Saved data entries:
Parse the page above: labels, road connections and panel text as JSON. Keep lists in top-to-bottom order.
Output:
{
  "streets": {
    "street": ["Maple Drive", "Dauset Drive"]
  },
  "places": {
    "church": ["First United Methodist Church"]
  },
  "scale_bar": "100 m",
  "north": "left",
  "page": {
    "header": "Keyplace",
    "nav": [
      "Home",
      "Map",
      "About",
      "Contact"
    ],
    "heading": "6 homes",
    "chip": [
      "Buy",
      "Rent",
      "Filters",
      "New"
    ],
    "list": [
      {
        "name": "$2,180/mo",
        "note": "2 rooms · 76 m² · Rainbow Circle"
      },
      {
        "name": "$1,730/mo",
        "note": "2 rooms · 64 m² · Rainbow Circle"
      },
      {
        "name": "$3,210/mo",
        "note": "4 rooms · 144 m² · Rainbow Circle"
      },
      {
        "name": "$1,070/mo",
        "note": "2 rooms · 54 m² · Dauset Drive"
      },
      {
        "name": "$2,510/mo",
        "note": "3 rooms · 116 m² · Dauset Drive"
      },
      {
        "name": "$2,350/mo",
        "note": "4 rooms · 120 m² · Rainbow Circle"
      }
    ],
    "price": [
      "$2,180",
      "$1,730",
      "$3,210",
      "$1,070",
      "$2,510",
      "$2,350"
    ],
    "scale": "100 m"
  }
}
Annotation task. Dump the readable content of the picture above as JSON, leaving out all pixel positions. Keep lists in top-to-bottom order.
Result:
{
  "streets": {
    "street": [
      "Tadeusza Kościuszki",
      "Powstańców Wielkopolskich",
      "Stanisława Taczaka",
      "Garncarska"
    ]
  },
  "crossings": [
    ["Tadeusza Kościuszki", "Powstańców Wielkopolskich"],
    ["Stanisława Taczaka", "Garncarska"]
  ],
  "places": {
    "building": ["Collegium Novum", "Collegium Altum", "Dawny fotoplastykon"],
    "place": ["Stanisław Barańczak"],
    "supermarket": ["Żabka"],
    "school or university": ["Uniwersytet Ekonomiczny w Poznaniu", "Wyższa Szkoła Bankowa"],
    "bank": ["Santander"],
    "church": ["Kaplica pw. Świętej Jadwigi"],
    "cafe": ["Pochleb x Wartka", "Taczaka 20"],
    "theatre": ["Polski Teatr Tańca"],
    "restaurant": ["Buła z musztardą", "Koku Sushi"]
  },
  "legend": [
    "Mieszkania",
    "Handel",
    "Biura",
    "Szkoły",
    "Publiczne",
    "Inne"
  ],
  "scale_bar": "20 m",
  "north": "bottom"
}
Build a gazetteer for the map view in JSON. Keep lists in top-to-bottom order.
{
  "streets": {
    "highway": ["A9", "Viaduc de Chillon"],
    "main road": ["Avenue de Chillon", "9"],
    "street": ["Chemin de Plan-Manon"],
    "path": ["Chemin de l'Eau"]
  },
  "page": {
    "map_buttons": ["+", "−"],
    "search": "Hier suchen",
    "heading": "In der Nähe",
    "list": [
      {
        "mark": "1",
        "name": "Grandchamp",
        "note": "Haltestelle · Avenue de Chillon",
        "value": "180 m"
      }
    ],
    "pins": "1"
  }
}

■ EXERCISE BRIEF: Could you reproduce, exactly as written, the lines running from the one with "Build a gazetteer" to the end of the entries above?

■ RESULT OF THE EXERCISE:
Build a gazetteer for the map view in JSON. Keep lists in top-to-bottom order.
{
  "streets": {
    "highway": ["A9", "Viaduc de Chillon"],
    "main road": ["Avenue de Chillon", "9"],
    "street": ["Chemin de Plan-Manon"],
    "path": ["Chemin de l'Eau"]
  },
  "page": {
    "map_buttons": ["+", "−"],
    "search": "Hier suchen",
    "heading": "In der Nähe",
    "list": [
      {
        "mark": "1",
        "name": "Grandchamp",
        "note": "Haltestelle · Avenue de Chillon",
        "value": "180 m"
      }
    ],
    "pins": "1"
  }
}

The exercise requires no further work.